# US Patent Phrase to Phrase Matching

* Updated June 5 5pm by Nabil Arnaoot
* Submission to Kaggle Competition
* By Mark Sosa, Norelle Liang, and Nabil Arnaoot
* for Machine Learning class, MSBA Saint Mary's College April 22, 2022

### Summary and Dependencies

This notebook is set up to test and score many models very quickly, then choose a single one for submission to the competition.
* When trying out many models, run it with the internet turned on.
* After selecting the best model, use the companion notebook Model_Import_Notebook to create the datasets it needs to run without internet.
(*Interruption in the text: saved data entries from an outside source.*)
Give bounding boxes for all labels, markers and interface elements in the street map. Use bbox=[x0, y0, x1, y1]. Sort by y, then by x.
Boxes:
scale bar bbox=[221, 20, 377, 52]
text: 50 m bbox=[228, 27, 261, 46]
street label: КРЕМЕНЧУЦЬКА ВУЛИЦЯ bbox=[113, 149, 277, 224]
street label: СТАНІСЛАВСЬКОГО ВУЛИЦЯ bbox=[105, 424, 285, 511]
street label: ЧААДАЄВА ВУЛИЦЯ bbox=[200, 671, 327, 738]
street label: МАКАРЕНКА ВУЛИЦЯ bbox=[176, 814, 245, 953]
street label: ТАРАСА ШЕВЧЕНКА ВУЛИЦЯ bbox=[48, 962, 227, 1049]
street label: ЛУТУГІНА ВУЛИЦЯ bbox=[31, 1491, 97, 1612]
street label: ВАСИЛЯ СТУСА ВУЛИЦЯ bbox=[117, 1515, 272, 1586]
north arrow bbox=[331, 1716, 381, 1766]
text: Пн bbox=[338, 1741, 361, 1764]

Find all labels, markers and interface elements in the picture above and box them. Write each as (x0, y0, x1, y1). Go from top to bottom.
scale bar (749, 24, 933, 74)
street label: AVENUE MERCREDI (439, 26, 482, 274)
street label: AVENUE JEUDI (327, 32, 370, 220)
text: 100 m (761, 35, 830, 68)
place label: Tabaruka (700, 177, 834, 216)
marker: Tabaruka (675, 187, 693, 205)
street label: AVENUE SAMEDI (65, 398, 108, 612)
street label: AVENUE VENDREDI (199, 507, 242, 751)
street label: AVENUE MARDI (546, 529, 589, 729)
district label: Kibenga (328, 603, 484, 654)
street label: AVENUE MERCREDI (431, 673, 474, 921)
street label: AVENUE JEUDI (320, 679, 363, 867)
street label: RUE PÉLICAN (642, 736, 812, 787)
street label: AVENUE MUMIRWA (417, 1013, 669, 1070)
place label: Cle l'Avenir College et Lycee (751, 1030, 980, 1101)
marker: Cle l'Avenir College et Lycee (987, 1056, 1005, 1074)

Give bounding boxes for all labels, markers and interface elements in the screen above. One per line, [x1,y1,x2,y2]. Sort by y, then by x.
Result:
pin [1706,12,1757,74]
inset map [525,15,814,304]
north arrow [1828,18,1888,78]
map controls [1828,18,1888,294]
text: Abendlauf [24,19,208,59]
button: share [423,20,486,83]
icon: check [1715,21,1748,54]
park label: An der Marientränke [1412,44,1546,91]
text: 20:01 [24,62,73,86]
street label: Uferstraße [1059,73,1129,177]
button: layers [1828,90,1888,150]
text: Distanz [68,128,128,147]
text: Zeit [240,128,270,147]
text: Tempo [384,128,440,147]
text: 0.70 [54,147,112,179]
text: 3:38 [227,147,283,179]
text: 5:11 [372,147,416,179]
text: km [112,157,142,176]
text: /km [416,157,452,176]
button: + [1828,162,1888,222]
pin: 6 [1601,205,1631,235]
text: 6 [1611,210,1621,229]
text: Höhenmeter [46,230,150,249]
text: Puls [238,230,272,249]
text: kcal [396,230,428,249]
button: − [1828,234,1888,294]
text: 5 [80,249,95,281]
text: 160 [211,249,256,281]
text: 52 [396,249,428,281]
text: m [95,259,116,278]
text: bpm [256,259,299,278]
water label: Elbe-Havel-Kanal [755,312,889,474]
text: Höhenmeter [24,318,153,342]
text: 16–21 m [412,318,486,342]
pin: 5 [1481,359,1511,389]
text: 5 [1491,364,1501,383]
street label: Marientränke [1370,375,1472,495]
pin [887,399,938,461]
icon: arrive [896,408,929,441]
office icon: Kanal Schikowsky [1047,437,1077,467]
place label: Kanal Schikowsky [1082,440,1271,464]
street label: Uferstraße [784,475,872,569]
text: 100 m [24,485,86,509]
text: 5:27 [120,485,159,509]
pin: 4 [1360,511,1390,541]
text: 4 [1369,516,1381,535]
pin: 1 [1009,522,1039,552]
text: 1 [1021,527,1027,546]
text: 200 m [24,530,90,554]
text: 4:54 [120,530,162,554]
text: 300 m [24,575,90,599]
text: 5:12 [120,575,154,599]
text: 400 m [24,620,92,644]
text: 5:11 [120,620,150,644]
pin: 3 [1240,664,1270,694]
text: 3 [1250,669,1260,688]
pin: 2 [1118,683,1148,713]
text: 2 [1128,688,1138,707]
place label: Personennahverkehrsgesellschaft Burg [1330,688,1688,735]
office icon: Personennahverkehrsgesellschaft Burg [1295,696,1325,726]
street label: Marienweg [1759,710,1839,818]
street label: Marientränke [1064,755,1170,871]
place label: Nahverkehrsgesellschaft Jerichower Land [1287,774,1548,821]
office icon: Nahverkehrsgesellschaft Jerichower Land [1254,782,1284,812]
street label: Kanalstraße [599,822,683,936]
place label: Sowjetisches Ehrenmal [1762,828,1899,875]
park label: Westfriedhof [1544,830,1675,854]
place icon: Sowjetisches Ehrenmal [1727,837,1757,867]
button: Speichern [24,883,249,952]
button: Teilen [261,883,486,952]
When you've chosen the model you want to submit, add it to to Model_Import_Notebook and run it to download the datasets it needs.  Then in this notebook you need to + Add Data, look in your datasets, your notebook outputs, and grab the output from the Model_Import_Notebook.  At that point the code below should work.

### Gotchas

* make sure you've imported the right datasets the right datasets-- sentencetransformers220 and whatever model you're using
* the model you're using comes from the Model_Import_Notebook-- make sure you've run and saved that notebook, then loaded it as a dataset into this notebook
* the other tricky bit is which dataset you're using-- if you're using the test dataset from the competition, you won't be able to calculate the model score.  turn that off in the function or you'll get an error message
* if you're submitting the notebook, turn off internet and save it first


# Setup: import libraries, load & preprocess data.

In [None]:
# Import datasets and libraries

import numpy as np
import pandas as pd

import scipy
from scipy import stats

df = pd.read_csv('../input/us-patent-phrase-to-phrase-matching/train.csv')
df.head()

import sys
sys.path.append('../input/sentencetransformers220/sentence-transformers-2.2.0')
import sentence_transformers
from sentence_transformers import SentenceTransformer

import nltk
from nltk.corpus import stopwords
import string
from nltk import word_tokenize

from unidecode import unidecode

from sentence_transformers import SentenceTransformer, util

In [None]:
# Pre-process data

def pre_process(corpus):
    # convert input corpus to lower case.
    corpus = corpus.lower()
    # collecting a list of stop words from nltk and punctuation form
    # string class and create single array.
    stopset = stopwords.words('english') + list(string.punctuation)
    # remove stop words and punctuations from string.
    # word_tokenize is used to tokenize the input corpus in word tokens.
    corpus = " ".join([i for i in word_tokenize(corpus) if i not in stopset])
    # remove non-ascii characters
    corpus = unidecode(corpus)
    return corpus

df['target'] = df['target'].apply(pre_process)
df['anchor'] = df['anchor'].apply(pre_process)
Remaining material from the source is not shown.